====== RECORDS FOR THE TASK ======

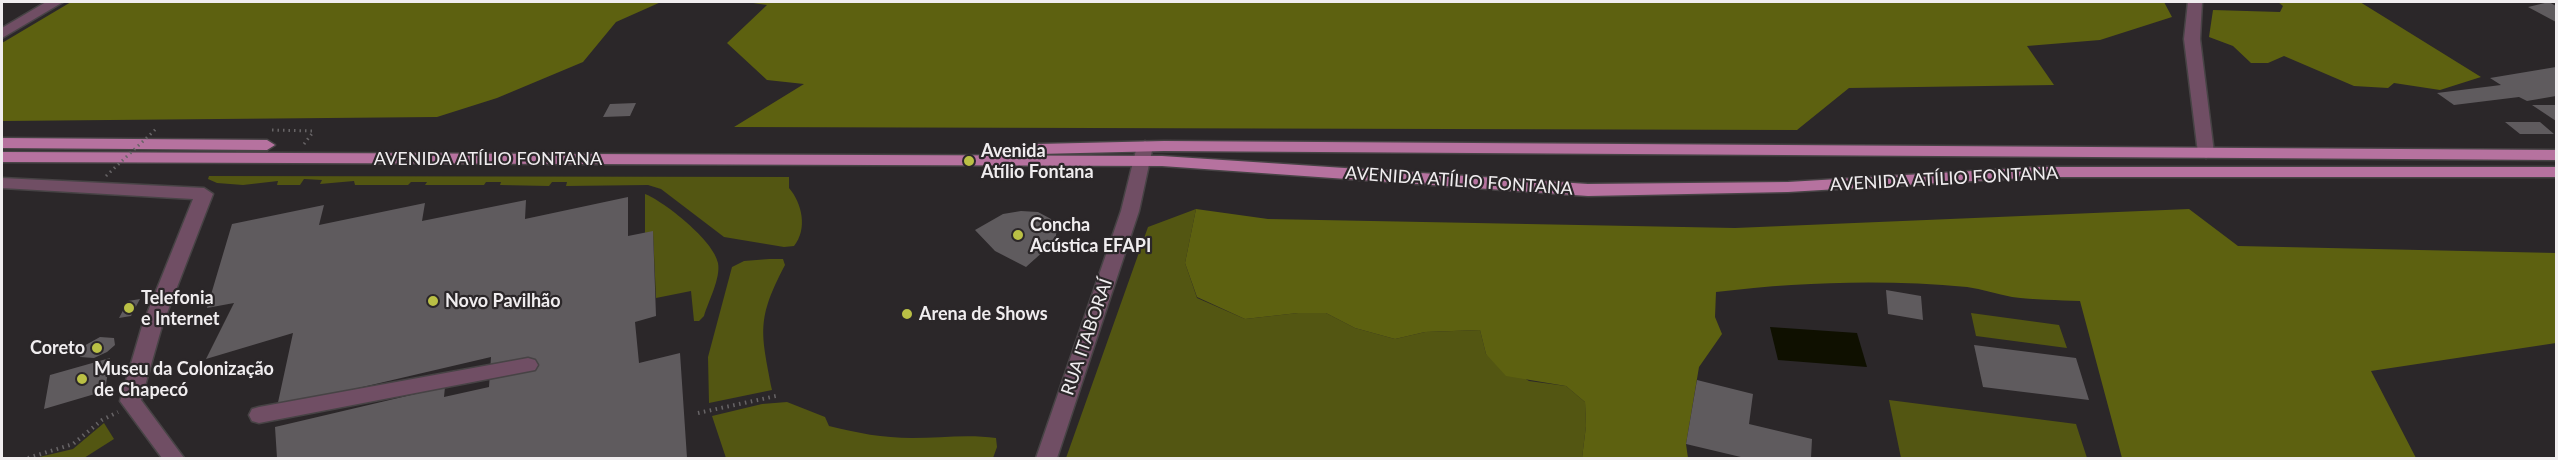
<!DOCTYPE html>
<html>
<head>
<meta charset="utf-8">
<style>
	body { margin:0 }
	#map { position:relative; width:2558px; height:460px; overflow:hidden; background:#2b2729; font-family:Lato,sans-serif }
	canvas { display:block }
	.frame { position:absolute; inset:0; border:3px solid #f0edef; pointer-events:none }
</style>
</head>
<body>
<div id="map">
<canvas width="2558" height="460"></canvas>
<div class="frame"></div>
</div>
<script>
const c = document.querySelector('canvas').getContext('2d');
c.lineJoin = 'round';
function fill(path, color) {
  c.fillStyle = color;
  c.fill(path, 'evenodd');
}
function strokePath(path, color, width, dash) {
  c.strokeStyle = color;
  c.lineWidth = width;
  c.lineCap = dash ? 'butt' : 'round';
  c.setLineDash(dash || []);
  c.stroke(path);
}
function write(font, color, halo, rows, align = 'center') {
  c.font = font + ' Lato,sans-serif';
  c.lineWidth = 4.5;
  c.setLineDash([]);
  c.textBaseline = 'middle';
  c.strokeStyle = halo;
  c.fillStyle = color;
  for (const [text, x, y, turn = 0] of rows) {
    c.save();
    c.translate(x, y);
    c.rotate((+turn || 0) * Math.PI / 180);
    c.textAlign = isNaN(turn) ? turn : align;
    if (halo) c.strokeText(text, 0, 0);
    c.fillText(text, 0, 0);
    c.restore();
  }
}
const green = new Path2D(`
	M 209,176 L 789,177 L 789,188 C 802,203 808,229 794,246 L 784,247 L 724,237 L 661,189 L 648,185 L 566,186 L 567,182 L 552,182 L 549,186 L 500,185 L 501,182 L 486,182 L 484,185 L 425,185 L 427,182 L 411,182 L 408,185 L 355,185 L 354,181 L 320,184 L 322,180 L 304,179 L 300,185 L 277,185 L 278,181 L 243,185 L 217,183 L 208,179 Z
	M 645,194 C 665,202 714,241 718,263 C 721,278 708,302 704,316 L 699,321 L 694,321 L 691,291 L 656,298 L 653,232 L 645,233 Z
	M 1196,209 L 1185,263 L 1197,298 L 1245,319 L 1298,313 L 1326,313 L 1355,328 L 1395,339 L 1425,332 L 1480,330 L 1486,354 L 1529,381 L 1566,386 L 1585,402 L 1586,426 L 1582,458 L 1066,458 L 1148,227 Z
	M 769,259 L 783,259 L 785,265 C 756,320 761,332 772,390 L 709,403 L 708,357 L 732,267 L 744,261 Z
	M 1971,313 L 2059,325 L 2067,348 L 1976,336 Z
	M 1889,400 L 2076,424 L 2087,458 L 1901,458 Z
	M 787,402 L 825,417 L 829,426 C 857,433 883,438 912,438 C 940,438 968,434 996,438 L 997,447 L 993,458 L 726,458 L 712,416 L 762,404 Z
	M 104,423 L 114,439 L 84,458 L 35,458 L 73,449 Z`);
const forest = new Path2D(`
	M 71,2 L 661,2 L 616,22 L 583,62 L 497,98 L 437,117 L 2,121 L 2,43 Z
	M 746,2 L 2164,2 L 2172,17 L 2100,40 L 2027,46 L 2054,85 L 1849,88 L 1797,130 L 734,127 L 804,84 L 767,80 L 727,43 L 767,5 Z
	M 2278,2 L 2360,2 L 2481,77 L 2440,90 L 2394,83 L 2388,88 L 2354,86 L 2284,56 L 2268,63 L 2251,63 L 2233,46 L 2209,37 L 2213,10 L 2280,12 L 2283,6 Z
	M 1196,209 L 1268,219 L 1735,228 L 2189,209 L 2238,246 L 2556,253 L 2556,343 L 2371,371 L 2416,458 L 2122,458 L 2080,301 C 2058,300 2034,300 2012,297 C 1997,294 1982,289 1967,287 C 1884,279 1798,282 1716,292 L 1715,317 L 1722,334 L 1699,367 L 1686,444 L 1688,458 L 1582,458 L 1586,426 L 1585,402 L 1566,386 L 1506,376 L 1486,354 L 1480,330 L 1425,332 L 1395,339 L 1355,328 L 1326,313 L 1298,313 L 1245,319 L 1197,297 L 1185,263 Z`);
const water = new Path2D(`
	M 1770,327 L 1857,333 L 1867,367 L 1778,360 Z`);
const building = new Path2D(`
	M 2549,2 L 2556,6 L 2556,22 L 2528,7 Z
	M 2556,67 L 2556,96 L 2527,101 L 2519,97 L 2454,105 L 2437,93 L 2501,85 L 2490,78 Z
	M 636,103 L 630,116 L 603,117 L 610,104 Z
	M 2532,105 L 2556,105 L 2556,121 Z
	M 2505,122 L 2540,122 L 2554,134 L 2520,134 Z
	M 628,197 L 628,236 L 653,231 L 656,316 L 635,322 L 639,363 L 680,353 L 687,458 L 277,458 L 275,427 L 445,387 L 444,397 L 489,387 L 491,357 L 277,407 L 293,333 L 206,359 L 234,303 L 207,308 L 232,224 L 324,205 L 319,225 L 425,203 L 422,221 L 526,200 L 525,219 Z
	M 1021,211 L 1038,212 L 1051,219 L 1057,229 L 1055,241 L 1026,267 L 995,251 L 975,230 L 1003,214 Z
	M 1886,290 L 1921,296 L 1923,320 L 1888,314 Z
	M 140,299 L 131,316 L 119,318 L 128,301 Z
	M 100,337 L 114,338 L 115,345 L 107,352 L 94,358 L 80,357 L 82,347 Z
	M 1974,345 L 2076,358 L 2089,400 L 1983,387 Z
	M 110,358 L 105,391 L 44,409 L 50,375 Z
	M 1697,380 L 1753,394 L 1749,424 L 1812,439 L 1811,458 L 1745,458 L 1686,444 Z`);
const pathFar1 = new Path2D(`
	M 272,130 L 315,131
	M 304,144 L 314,131`);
const path = new Path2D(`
	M 698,413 L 776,396
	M 28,458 L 73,444 L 102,420 L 118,412`);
const minor = new Path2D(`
	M 46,2 L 63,2 L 2,38 L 2,28 Z
	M 2188,2 L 2202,2 L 2200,39 L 2214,153 L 2206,158 L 2198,153 L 2184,39 Z
	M 1145,141 L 1153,146 L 1139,211 L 1057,458 L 1036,458 L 1121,211 L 1137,146 Z
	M 2,178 L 204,188 L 213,194 L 162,326 L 141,400 L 184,458 L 162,458 L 120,401 L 142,326 L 193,199 L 2,188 Z
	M 528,358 L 535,360 L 538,365 L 535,370 L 259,423 L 252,421 L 249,415 L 252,409 L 259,407 Z`);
const major = new Path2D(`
	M 2,138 L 267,140 L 275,145 L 267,150 L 2,148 Z
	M 1164,141 L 2556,150 L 2556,160 L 1164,151 L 1038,154 L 1030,149 L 1038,144 Z
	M 2,152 L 1162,156 L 1588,184 L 1788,182 L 2040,167 L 2556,167 L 2556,177 L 2040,177 L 1788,192 L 1588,196 L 1162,166 L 2,162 Z`);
const pathBridge = new Path2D(`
	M 106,176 L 157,128`);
const markers = [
	[969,161,6,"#bac045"],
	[1018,235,6,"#bac045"],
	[433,301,6,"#bac045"],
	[129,308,6,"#bac045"],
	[907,314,6,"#bac045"],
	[97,348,6,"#bac045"],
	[82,379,6,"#bac045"]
];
const poiNames = [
	["Avenida",981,151],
	["Atílio Fontana",981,172],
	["Concha",1030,225],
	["Acústica EFAPI",1030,246],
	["Telefonia",141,298],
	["e Internet",141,319],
	["Novo Pavilhão",445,301],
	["Arena de Shows",919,314],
	["Coreto",85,348,"right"],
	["Museu da Colonização",94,369],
	["de Chapecó",94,390]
];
const streetNames = [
	["AVENIDA ATÍLIO FONTANA",488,159],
	["AVENIDA ATÍLIO FONTANA",1944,179,-3],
	["AVENIDA ATÍLIO FONTANA",1459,181,4],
	["RUA ITABORAÍ",1087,337,-71]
];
fill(green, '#535612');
fill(forest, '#5d6110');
fill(water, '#0f1000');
fill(building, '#5f5b5e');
strokePath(minor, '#474345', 3);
strokePath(major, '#474345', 3);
strokePath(pathFar1, '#676466', 3, [1.5, 4]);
strokePath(path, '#676466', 4, [1.5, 4.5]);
fill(minor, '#704e64');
fill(major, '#b6729f');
strokePath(pathBridge, '#676466', 3, [1.5, 4]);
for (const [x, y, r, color] of markers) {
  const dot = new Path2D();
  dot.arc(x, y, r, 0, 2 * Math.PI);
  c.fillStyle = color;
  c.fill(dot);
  strokePath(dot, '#2b2729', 2);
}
write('bold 18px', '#f0edef', '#2b2729', poiNames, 'left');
write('18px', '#f0edef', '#2b2729', streetNames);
</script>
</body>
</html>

======

# THE TASK:
Only a number should be given: the count of lines above that contain the word "Math".

# SOLUTION TO THE PROBLEM:
2